Today, the New York School of Interior Design celebrated its 2019 graduating class. As is customary at commencement day ceremonies, the school conferred honorary doctorates upon two accomplished individuals, who then in return shared their experiences, anecdotes, and advice with the assembled graduates. This being NYSID, the information imparted by designers Nate Berkus and Elaine Griffin was particularly worth mining for gems of interiors-focused wisdom. The speeches vacillated between serious and humorous moments. At one point in her address, Griffin stated, "So while, yes, it’s important to share your creativity with folks who can write big checks, nothing feels better than sharing it with people who can’t." Elsewhere, however, she joked, "If there are 111 students graduating today, I can guarantee you that there are also 111 different ideas in this room of what is the perfect white." Below, AD PRO shares the two speeches' 12 most memorable—and educational—quotes.
On designers changing lives:
". . .There has never been a more exciting and dynamic time to be a young designer out in the world creating beautiful spaces, and even changing lives. Yup, I said it. Changing lives."
On the lessons he learned from his first job as an assistant at an auction house:
"One, play to your strengths. I was a really awful assistant, but a great designer who instinctively knew how to put a room together. I didn’t let the 'terrible assistant' part define me. Instead, I focused on what I could do. Secondly, I realized that working for someone else was not for me. It was wildly important to me then—and still is—that I get to set my own schedule, and live and work by my own rules. So, that was how I found myself, at 24, the founder of Nate Berkus Associates. A firm that I still have today."
On what designers are really doing:
"What we are really doing, as designers, is mining for stories. Stories about where someone has come from, where they hope to go, and who they aspire to be. What makes someone’s heart sing, what makes us different, what makes us the same. We all want to see ourselves reflected—in each other, in our communities, in the world, and especially in our homes. This represents me—I see myself in this. This is your work as designers. It’s not just about which finish, or what cabinet, or which paint color. Not really."
On listening to clients:
"Everyone deserves to live well in their homes . . . When you get quiet and really listen to what people reveal about themselves, and honor what they hold dear and create spaces for them to have those things, it’s a big deal."
On believing in yourself:
"Give yourself permission to be inspiring . . . give yourself permission to believe you are inspiring. That is a big one. Permission to believe that you are inspiring to the people in your life. That’s not to say you won’t make mistakes or fall flat on your face. My talk show was canceled after two seasons, because I was really bad at cooking chickens. And more to the point, I hated doing it. True story. . . . But here’s the thing: My talk show ending opened up other exciting, better opportunities . . . things that I was genuinely passionate about, that inspired me. That I cared about."

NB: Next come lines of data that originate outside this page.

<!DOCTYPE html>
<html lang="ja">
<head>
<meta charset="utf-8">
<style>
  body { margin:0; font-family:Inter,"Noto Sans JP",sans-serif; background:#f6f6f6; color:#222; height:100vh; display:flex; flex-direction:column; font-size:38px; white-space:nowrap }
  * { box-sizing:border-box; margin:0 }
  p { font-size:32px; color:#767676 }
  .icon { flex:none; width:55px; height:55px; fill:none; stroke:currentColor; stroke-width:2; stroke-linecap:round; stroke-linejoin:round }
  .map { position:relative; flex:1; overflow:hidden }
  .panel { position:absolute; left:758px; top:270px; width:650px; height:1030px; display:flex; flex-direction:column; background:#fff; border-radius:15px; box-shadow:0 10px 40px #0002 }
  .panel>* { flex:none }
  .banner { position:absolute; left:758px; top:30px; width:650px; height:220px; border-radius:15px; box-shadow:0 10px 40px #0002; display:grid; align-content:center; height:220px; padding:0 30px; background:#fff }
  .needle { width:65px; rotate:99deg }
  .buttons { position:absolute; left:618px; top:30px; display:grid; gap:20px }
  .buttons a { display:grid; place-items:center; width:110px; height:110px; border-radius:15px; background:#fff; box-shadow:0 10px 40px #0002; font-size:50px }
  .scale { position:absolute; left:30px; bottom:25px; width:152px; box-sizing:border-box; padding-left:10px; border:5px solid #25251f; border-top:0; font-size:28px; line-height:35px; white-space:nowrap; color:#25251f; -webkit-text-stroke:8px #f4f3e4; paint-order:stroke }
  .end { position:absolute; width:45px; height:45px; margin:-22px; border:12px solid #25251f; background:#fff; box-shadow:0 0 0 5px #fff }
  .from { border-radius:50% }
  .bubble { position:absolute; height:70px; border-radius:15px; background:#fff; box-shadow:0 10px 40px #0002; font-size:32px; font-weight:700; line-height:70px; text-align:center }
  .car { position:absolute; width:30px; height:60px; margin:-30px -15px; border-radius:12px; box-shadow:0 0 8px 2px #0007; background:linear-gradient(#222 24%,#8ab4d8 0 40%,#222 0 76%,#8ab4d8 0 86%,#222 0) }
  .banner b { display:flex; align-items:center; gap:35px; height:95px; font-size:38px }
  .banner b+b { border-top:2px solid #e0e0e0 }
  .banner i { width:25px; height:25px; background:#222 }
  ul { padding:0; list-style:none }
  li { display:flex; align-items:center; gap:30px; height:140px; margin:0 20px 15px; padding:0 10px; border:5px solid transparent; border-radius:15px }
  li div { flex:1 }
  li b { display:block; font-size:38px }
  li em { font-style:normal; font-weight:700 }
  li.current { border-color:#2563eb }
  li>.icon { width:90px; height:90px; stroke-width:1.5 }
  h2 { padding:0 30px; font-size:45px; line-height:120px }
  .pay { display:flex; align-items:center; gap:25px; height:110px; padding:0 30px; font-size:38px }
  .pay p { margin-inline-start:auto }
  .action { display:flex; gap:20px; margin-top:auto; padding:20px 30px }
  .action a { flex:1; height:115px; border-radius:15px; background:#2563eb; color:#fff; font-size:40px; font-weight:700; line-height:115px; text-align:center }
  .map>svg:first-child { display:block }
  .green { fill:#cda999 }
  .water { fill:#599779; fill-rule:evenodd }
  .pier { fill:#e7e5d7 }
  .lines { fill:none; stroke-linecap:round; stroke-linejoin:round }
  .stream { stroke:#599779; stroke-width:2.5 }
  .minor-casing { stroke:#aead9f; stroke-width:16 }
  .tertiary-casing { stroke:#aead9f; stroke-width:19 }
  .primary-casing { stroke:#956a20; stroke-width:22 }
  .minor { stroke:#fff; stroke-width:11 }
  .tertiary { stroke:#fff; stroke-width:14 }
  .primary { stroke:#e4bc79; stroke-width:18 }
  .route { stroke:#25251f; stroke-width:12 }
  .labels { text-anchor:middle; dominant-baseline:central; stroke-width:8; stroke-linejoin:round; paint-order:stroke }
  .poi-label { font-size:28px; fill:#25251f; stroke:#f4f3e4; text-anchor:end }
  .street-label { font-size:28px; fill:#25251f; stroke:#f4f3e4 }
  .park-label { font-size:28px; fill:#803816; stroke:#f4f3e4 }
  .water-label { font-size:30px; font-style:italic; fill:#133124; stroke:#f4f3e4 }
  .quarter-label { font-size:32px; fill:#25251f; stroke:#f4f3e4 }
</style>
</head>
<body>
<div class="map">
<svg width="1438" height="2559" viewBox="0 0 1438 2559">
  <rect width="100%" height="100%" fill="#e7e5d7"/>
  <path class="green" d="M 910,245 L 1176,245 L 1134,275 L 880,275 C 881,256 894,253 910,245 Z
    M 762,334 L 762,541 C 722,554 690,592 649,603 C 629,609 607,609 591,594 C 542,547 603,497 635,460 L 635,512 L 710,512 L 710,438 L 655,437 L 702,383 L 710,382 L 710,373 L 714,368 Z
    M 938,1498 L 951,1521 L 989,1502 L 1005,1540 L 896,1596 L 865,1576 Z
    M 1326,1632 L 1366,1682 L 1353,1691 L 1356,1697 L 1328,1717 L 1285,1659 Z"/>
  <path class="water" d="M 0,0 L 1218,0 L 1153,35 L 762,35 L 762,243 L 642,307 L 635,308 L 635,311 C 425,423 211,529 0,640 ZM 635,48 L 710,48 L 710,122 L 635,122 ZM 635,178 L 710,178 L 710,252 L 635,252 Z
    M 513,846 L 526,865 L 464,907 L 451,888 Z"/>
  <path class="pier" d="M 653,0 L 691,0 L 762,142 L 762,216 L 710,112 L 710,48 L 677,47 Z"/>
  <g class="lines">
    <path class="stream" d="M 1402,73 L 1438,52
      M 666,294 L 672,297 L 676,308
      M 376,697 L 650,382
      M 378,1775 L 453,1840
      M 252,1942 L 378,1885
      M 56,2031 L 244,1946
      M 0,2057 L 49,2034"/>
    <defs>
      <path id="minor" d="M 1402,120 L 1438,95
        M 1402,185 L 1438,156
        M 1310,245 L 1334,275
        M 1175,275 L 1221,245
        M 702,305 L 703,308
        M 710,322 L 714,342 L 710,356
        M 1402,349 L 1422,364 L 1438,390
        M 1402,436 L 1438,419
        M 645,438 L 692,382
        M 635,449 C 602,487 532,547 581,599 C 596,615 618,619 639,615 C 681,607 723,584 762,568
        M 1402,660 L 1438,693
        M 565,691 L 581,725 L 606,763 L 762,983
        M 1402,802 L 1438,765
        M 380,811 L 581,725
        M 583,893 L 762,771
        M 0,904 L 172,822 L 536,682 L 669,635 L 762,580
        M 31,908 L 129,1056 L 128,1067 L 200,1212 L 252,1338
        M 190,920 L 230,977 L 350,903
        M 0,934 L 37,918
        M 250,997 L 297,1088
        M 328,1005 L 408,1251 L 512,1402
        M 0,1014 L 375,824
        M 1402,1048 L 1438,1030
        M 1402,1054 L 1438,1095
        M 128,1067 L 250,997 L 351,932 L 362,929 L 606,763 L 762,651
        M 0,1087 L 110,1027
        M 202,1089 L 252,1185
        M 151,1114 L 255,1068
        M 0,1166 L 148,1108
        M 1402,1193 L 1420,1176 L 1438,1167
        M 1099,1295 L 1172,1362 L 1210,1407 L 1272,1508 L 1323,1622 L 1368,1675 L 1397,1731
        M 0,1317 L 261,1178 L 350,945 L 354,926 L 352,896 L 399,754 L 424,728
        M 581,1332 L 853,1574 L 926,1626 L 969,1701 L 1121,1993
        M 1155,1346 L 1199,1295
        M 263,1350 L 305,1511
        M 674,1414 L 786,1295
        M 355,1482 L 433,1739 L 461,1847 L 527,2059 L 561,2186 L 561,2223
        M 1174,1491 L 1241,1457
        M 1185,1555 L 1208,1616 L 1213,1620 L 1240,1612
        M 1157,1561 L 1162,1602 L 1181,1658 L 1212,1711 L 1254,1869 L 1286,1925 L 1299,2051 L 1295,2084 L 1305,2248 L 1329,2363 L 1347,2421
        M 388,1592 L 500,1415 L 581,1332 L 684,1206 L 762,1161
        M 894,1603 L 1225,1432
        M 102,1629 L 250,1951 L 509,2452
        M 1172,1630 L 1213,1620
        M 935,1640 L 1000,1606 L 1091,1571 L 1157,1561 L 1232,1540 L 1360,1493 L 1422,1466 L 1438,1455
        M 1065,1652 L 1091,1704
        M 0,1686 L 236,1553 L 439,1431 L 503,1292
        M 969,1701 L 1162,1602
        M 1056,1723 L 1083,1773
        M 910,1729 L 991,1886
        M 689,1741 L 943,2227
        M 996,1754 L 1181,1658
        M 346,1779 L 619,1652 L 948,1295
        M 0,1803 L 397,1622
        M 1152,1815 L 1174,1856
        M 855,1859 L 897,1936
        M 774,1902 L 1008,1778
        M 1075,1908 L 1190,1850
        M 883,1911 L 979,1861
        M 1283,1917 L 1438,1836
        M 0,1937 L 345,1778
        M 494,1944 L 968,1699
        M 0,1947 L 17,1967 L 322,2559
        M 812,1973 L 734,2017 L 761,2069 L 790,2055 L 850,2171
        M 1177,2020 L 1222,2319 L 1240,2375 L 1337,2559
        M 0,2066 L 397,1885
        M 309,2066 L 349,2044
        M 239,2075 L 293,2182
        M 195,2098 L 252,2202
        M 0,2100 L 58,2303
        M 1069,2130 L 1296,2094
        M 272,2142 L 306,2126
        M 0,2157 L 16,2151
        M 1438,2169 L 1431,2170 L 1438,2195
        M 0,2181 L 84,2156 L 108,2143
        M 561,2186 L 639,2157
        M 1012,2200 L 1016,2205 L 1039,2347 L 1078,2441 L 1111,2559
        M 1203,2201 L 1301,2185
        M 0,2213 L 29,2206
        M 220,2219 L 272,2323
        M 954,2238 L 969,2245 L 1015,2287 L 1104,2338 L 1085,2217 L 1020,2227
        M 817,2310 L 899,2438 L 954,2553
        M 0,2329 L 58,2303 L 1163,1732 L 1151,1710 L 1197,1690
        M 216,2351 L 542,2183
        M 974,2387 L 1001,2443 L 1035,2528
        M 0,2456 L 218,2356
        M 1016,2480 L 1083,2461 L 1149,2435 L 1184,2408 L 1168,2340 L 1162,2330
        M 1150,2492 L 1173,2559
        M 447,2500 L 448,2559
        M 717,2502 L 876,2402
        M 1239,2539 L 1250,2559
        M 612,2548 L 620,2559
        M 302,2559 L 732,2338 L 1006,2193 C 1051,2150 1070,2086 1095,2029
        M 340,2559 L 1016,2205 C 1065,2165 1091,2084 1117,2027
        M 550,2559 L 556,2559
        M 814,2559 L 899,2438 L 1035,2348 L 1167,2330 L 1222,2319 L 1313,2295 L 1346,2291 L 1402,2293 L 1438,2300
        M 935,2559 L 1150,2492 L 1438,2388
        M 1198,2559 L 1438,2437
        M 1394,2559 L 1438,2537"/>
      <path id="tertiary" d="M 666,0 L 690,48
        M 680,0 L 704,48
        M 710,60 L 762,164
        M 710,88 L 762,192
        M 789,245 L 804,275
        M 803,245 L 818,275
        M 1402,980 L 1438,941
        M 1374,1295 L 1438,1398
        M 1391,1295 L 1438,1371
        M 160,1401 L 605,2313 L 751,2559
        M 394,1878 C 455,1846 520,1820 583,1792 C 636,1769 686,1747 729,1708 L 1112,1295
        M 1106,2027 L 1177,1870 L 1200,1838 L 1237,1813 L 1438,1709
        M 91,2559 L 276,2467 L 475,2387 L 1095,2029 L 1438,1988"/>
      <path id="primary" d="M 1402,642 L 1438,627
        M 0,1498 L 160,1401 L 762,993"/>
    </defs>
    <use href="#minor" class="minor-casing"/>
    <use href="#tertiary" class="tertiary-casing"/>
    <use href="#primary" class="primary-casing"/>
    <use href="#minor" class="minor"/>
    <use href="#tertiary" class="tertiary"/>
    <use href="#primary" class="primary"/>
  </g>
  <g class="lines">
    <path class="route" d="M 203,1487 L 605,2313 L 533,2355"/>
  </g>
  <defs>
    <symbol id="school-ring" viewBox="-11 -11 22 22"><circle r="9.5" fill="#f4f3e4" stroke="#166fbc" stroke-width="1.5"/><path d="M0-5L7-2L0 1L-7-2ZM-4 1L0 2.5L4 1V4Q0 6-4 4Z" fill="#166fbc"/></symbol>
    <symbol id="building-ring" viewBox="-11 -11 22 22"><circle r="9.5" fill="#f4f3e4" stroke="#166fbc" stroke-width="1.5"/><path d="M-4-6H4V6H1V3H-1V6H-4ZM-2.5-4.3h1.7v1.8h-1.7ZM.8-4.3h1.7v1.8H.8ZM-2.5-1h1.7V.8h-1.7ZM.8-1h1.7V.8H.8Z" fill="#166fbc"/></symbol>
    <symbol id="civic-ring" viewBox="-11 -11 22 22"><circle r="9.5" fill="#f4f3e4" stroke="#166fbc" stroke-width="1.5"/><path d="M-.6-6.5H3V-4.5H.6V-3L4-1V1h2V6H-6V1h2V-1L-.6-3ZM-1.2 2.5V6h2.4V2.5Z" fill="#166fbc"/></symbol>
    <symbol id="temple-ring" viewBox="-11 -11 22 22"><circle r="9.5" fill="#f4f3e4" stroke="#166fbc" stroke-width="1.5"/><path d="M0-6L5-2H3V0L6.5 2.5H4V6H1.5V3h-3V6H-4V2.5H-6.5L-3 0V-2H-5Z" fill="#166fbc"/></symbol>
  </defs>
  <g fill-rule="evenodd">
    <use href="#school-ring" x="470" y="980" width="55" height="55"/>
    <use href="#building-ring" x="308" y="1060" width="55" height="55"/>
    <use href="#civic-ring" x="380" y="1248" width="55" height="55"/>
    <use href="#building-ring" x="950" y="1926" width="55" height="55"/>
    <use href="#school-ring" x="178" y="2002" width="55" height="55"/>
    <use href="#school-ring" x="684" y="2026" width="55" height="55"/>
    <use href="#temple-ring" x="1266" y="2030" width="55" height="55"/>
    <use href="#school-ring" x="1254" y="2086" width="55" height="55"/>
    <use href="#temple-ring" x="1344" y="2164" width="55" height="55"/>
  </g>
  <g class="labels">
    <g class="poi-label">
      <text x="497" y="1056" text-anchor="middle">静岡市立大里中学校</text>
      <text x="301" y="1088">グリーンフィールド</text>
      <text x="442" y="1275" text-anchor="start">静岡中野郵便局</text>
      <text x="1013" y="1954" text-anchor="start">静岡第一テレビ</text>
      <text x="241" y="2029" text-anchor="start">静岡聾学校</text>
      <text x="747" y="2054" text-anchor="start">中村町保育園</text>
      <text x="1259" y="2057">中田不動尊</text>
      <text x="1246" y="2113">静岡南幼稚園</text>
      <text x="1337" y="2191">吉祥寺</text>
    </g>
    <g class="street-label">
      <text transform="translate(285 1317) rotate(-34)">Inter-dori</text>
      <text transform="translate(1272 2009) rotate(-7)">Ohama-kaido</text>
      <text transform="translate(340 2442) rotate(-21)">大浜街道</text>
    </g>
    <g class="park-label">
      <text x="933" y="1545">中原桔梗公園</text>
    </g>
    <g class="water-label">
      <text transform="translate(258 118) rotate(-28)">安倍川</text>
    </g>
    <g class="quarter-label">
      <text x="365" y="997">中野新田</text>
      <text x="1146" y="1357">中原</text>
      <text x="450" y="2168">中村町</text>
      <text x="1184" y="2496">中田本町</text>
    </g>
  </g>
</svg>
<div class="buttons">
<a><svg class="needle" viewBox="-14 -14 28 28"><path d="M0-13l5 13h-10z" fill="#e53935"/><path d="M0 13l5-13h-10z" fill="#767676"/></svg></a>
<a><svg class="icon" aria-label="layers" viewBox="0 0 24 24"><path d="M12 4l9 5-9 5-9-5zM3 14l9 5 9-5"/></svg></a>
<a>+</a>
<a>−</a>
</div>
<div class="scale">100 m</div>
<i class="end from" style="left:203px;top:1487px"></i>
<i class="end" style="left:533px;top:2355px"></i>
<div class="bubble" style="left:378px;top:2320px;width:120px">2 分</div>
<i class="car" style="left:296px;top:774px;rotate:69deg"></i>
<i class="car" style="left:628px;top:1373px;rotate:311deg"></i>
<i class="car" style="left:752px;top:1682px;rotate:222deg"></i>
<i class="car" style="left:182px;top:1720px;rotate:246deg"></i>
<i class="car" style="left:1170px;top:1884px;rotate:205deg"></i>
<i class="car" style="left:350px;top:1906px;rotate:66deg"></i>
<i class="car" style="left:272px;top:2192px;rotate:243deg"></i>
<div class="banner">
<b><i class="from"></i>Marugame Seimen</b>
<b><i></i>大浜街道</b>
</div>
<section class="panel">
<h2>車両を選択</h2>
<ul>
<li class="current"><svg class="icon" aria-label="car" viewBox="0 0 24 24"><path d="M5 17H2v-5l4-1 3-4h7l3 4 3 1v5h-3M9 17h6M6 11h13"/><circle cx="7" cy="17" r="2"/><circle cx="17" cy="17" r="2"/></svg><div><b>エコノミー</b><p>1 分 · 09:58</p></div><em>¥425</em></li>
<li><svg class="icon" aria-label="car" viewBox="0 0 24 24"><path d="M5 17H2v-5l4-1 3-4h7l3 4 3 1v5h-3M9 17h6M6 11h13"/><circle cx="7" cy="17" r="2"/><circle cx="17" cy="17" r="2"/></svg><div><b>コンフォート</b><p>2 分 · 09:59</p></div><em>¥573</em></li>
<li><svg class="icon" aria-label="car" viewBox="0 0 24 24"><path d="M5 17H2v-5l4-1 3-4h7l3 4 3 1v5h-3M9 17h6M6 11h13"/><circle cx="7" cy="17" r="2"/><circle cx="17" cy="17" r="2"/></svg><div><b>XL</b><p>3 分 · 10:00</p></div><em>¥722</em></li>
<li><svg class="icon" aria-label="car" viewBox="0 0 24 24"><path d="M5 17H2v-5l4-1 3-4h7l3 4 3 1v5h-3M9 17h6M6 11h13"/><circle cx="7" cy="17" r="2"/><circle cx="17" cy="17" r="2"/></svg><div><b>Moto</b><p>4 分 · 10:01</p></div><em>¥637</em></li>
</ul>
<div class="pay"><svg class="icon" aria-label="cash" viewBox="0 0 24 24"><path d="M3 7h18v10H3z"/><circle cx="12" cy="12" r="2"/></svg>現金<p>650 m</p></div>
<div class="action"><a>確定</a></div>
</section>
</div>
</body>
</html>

On why interior designers are superheroes:
"Everyone in this room is a superhero, because we’ve all been given an incredible superpower: We are creators. We have the supernatural ability to see a completed room where there is nothing. To see light where there is darkness. To look at 12 finishes and instinctively know that only one is right. If most people dream in soft pastels, we dream in Technicolor brights."
On the importance of looking—and what she did while working for Peter Marino:
"You’re going to get understanding by looking. Be a visual sponge. Go everywhere, and look analytically at everything you see. Ask questions. I learned about proportion when I worked for Peter Marino by pestering his in-house furniture designer with 20,000 questions about the dimensions he specified in his drawings. This was my favorite way to spend my lunch break, much to his chagrin."
On how the eye is a muscle that needs to be trained:
"Here’s a confession: As a neophyte designer, I hated Art Deco. Loathed does not begin to describe how I felt. But it’s our job as interior designers to serve our clients by interpreting their vision for their homes—and not just imposing our stylistic will on them; dictatorial design is a no-no. So I knew that Art Deco I would have to learn to love. I spent nights at Barnes & Noble (this was before the Internet), studying the shapes, colors, and textures that made Art Deco chic . . . It took a lot of work, but today, if Barbra Streisand, one of the world’s biggest collectors of Art Deco furniture (seconded only by Cher, naturally) called me to do an Art Deco house for her in Hollywood, I could design one that she’d be proud to call home. Your takeaway here is that your eye is a muscle. The more you train it, just like your biceps, the better it is."
On the idea of soul in interior design work:
"I want to leave you with the secret of being even better still: And that is, soul. If you will seek the soul of everything you do—of your clients, of a table, of a tree whose colors you look to for inspiration, or of a child that just asks for a pretty pink bedroom—if you will seek the soul, and not yourself, in whatever you create, you will be unstoppable. And that, graduates, is my wish for your future, in everything you do."